In the patient’s left eye (Figure 2), both subretinal fluid and fibrovascular PED are present, but this one has more hyperreflectivity, which implies more fibrous material in the subRPE space and less subRPE fluid.
Figure 3 is an OCTA scan that also shows CNVM in both eyes. The ability to see them on OCTA means there is blood flow in the CNVMs. The right eye membrane is less well defined on OCTA, which is a limitation of OCTA to image occult membranes, which are slower flowing. However, the lack of leakage obscuring the details of the CNVM compared to FA can be an advantage as well.4-7
Despite the large well defined CNVM on OCTA of both eyes, there is no subretinal fluid in the right eye (Figure 4). In this case the BCVA in the right eye improved to 20/25 but dropped to 20/40 in the left eye.
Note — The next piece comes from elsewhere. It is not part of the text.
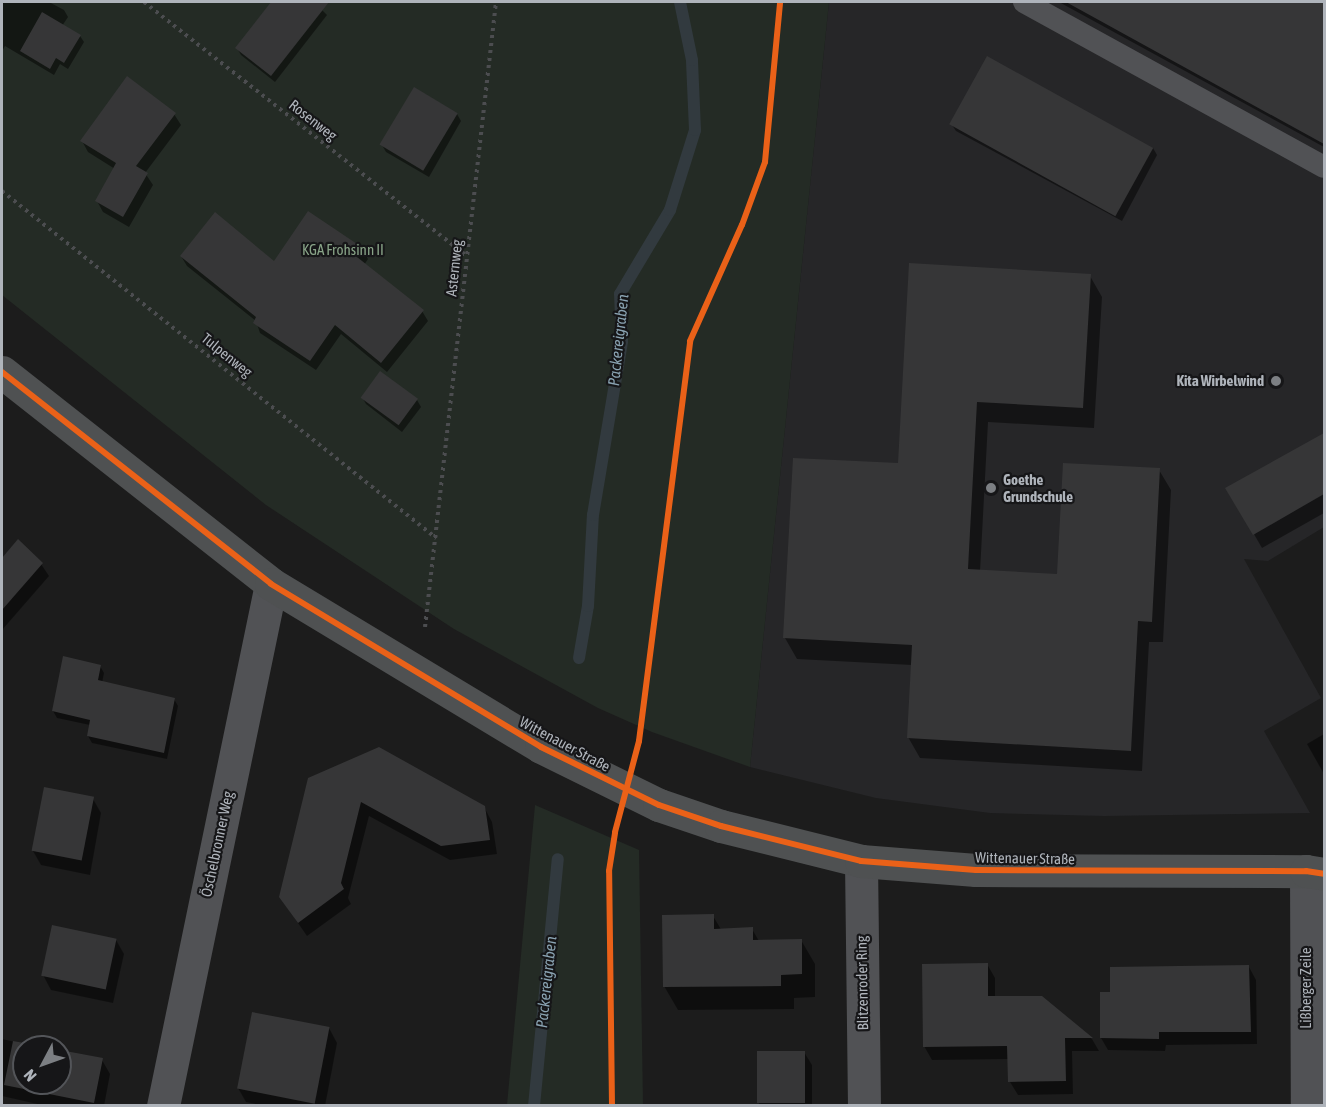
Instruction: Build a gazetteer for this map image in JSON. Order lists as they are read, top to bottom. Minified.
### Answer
{"streets":{"street":["Wittenauer Straße","Öschelbronner Weg","Blitzenroder Ring","Lißberger Zeile"],"path":["Rosenweg","Asternweg","Tulpenweg"]},"crossings":[["Rosenweg","Asternweg"],["Asternweg","Tulpenweg"],["Wittenauer Straße","Öschelbronner Weg"],["Wittenauer Straße","Blitzenroder Ring"],["Wittenauer Straße","Lißberger Zeile"]],"water":["Packereigraben"],"parks":["KGA Frohsinn II"],"places":["Kita Wirbelwind","Goethe Grundschule"],"north":"bottom left"}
The take-home point for this case is to look at all of the cuts. There was a hint of subretinal fluid and the patient was symptomatic (Figure 5).
This patient has been receiving injections for 4 years. When she mentioned that her vision was not right, I accepted this as a good indicator there was disease activity. It is debatable if this is really subretinal fluid, but we treated her with aflibercept, and she called me 2 days later to say her vision was better.